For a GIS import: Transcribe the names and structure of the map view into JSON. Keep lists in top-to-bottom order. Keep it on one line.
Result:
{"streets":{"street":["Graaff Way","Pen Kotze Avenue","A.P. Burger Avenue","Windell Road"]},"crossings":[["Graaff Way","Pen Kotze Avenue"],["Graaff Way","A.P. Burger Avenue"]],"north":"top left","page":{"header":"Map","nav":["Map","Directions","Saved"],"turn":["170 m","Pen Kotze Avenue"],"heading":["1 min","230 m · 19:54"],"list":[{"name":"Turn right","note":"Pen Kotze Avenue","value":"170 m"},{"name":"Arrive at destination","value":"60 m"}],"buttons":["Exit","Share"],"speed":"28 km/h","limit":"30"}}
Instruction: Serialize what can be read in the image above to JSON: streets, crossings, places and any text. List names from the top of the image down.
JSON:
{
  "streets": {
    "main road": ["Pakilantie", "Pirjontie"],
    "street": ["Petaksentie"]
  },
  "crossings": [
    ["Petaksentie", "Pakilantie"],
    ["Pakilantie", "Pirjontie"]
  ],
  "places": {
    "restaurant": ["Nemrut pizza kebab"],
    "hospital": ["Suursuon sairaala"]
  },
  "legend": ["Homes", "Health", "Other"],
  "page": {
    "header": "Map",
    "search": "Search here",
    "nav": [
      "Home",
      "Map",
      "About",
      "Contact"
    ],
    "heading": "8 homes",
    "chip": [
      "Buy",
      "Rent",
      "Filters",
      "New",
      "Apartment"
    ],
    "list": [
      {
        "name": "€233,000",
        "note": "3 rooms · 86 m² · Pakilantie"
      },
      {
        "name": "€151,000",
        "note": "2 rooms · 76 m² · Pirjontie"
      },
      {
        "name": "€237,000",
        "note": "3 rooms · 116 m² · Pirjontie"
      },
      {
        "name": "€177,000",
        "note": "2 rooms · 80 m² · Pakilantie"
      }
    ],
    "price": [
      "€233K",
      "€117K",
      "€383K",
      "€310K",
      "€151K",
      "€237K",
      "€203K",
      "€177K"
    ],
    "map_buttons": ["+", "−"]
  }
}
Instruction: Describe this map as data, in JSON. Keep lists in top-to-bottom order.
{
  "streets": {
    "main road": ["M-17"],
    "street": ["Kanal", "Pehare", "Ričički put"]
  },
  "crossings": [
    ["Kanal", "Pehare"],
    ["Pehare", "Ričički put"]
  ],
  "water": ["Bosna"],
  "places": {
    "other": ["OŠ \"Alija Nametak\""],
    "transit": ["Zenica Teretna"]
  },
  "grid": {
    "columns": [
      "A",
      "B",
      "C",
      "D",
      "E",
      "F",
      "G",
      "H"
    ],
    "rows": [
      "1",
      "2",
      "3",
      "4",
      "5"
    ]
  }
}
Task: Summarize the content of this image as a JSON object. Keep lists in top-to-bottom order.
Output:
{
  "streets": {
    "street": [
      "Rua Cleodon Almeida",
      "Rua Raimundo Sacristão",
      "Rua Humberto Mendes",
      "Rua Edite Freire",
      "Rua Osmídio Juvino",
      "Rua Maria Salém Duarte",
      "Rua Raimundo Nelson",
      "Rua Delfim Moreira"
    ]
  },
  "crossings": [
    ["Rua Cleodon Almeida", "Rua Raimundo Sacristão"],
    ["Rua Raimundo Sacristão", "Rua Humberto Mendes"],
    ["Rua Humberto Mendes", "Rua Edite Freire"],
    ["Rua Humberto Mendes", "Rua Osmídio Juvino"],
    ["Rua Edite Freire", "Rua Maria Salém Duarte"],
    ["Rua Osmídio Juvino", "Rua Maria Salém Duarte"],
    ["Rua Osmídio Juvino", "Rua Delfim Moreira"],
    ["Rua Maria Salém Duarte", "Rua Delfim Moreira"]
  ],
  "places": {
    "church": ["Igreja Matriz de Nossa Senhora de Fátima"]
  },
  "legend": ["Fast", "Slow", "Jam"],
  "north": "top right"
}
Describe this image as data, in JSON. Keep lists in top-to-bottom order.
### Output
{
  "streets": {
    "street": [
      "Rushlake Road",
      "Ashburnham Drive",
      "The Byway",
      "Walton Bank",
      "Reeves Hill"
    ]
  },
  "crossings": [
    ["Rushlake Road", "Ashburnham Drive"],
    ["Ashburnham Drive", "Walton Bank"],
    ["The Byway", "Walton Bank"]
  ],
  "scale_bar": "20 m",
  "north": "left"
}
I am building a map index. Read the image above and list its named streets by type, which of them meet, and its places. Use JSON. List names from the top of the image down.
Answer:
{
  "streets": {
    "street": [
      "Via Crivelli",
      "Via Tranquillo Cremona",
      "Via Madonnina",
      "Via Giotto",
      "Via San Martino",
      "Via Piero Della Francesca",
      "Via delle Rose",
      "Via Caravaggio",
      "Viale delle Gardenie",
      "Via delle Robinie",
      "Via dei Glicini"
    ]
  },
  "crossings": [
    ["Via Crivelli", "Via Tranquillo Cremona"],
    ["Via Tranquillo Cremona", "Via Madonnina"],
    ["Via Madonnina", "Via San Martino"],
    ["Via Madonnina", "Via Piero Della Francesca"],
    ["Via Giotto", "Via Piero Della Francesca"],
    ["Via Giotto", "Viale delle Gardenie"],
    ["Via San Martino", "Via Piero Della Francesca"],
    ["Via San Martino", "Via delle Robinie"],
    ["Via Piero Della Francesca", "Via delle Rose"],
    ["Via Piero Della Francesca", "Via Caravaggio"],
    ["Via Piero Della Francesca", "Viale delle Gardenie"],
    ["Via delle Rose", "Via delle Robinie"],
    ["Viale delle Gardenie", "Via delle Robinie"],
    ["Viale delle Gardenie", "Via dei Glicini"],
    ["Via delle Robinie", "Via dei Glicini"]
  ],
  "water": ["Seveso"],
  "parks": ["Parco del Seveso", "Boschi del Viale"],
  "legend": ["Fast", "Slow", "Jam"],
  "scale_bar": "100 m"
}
=-=-=-=-=
■ **EXERCISE GOAL**: What is needed is the full listing, reproduced exactly.

■ **SOLUTION TO THE EXERCISE**:
For a GIS import: Transcribe the names and structure of the map view into JSON. Keep lists in top-to-bottom order. Keep it on one line.
Result:
{"streets":{"street":["Graaff Way","Pen Kotze Avenue","A.P. Burger Avenue","Windell Road"]},"crossings":[["Graaff Way","Pen Kotze Avenue"],["Graaff Way","A.P. Burger Avenue"]],"north":"top left","page":{"header":"Map","nav":["Map","Directions","Saved"],"turn":["170 m","Pen Kotze Avenue"],"heading":["1 min","230 m · 19:54"],"list":[{"name":"Turn right","note":"Pen Kotze Avenue","value":"170 m"},{"name":"Arrive at destination","value":"60 m"}],"buttons":["Exit","Share"],"speed":"28 km/h","limit":"30"}}
Instruction: Serialize what can be read in the image above to JSON: streets, crossings, places and any text. List names from the top of the image down.
JSON:
{
  "streets": {
    "main road": ["Pakilantie", "Pirjontie"],
    "street": ["Petaksentie"]
  },
  "crossings": [
    ["Petaksentie", "Pakilantie"],
    ["Pakilantie", "Pirjontie"]
  ],
  "places": {
    "restaurant": ["Nemrut pizza kebab"],
    "hospital": ["Suursuon sairaala"]
  },
  "legend": ["Homes", "Health", "Other"],
  "page": {
    "header": "Map",
    "search": "Search here",
    "nav": [
      "Home",
      "Map",
      "About",
      "Contact"
    ],
    "heading": "8 homes",
    "chip": [
      "Buy",
      "Rent",
      "Filters",
      "New",
      "Apartment"
    ],
    "list": [
      {
        "name": "€233,000",
        "note": "3 rooms · 86 m² · Pakilantie"
      },
      {
        "name": "€151,000",
        "note": "2 rooms · 76 m² · Pirjontie"
      },
      {
        "name": "€237,000",
        "note": "3 rooms · 116 m² · Pirjontie"
      },
      {
        "name": "€177,000",
        "note": "2 rooms · 80 m² · Pakilantie"
      }
    ],
    "price": [
      "€233K",
      "€117K",
      "€383K",
      "€310K",
      "€151K",
      "€237K",
      "€203K",
      "€177K"
    ],
    "map_buttons": ["+", "−"]
  }
}
Instruction: Describe this map as data, in JSON. Keep lists in top-to-bottom order.
{
  "streets": {
    "main road": ["M-17"],
    "street": ["Kanal", "Pehare", "Ričički put"]
  },
  "crossings": [
    ["Kanal", "Pehare"],
    ["Pehare", "Ričički put"]
  ],
  "water": ["Bosna"],
  "places": {
    "other": ["OŠ \"Alija Nametak\""],
    "transit": ["Zenica Teretna"]
  },
  "grid": {
    "columns": [
      "A",
      "B",
      "C",
      "D",
      "E",
      "F",
      "G",
      "H"
    ],
    "rows": [
      "1",
      "2",
      "3",
      "4",
      "5"
    ]
  }
}
Task: Summarize the content of this image as a JSON object. Keep lists in top-to-bottom order.
Output:
{
  "streets": {
    "street": [
      "Rua Cleodon Almeida",
      "Rua Raimundo Sacristão",
      "Rua Humberto Mendes",
      "Rua Edite Freire",
      "Rua Osmídio Juvino",
      "Rua Maria Salém Duarte",
      "Rua Raimundo Nelson",
      "Rua Delfim Moreira"
    ]
  },
  "crossings": [
    ["Rua Cleodon Almeida", "Rua Raimundo Sacristão"],
    ["Rua Raimundo Sacristão", "Rua Humberto Mendes"],
    ["Rua Humberto Mendes", "Rua Edite Freire"],
    ["Rua Humberto Mendes", "Rua Osmídio Juvino"],
    ["Rua Edite Freire", "Rua Maria Salém Duarte"],
    ["Rua Osmídio Juvino", "Rua Maria Salém Duarte"],
    ["Rua Osmídio Juvino", "Rua Delfim Moreira"],
    ["Rua Maria Salém Duarte", "Rua Delfim Moreira"]
  ],
  "places": {
    "church": ["Igreja Matriz de Nossa Senhora de Fátima"]
  },
  "legend": ["Fast", "Slow", "Jam"],
  "north": "top right"
}
Describe this image as data, in JSON. Keep lists in top-to-bottom order.
### Output
{
  "streets": {
    "street": [
      "Rushlake Road",
      "Ashburnham Drive",
      "The Byway",
      "Walton Bank",
      "Reeves Hill"
    ]
  },
  "crossings": [
    ["Rushlake Road", "Ashburnham Drive"],
    ["Ashburnham Drive", "Walton Bank"],
    ["The Byway", "Walton Bank"]
  ],
  "scale_bar": "20 m",
  "north": "left"
}
I am building a map index. Read the image above and list its named streets by type, which of them meet, and its places. Use JSON. List names from the top of the image down.
Answer:
{
  "streets": {
    "street": [
      "Via Crivelli",
      "Via Tranquillo Cremona",
      "Via Madonnina",
      "Via Giotto",
      "Via San Martino",
      "Via Piero Della Francesca",
      "Via delle Rose",
      "Via Caravaggio",
      "Viale delle Gardenie",
      "Via delle Robinie",
      "Via dei Glicini"
    ]
  },
  "crossings": [
    ["Via Crivelli", "Via Tranquillo Cremona"],
    ["Via Tranquillo Cremona", "Via Madonnina"],
    ["Via Madonnina", "Via San Martino"],
    ["Via Madonnina", "Via Piero Della Francesca"],
    ["Via Giotto", "Via Piero Della Francesca"],
    ["Via Giotto", "Viale delle Gardenie"],
    ["Via San Martino", "Via Piero Della Francesca"],
    ["Via San Martino", "Via delle Robinie"],
    ["Via Piero Della Francesca", "Via delle Rose"],
    ["Via Piero Della Francesca", "Via Caravaggio"],
    ["Via Piero Della Francesca", "Viale delle Gardenie"],
    ["Via delle Rose", "Via delle Robinie"],
    ["Viale delle Gardenie", "Via delle Robinie"],
    ["Viale delle Gardenie", "Via dei Glicini"],
    ["Via delle Robinie", "Via dei Glicini"]
  ],
  "water": ["Seveso"],
  "parks": ["Parco del Seveso", "Boschi del Viale"],
  "legend": ["Fast", "Slow", "Jam"],
  "scale_bar": "100 m"
}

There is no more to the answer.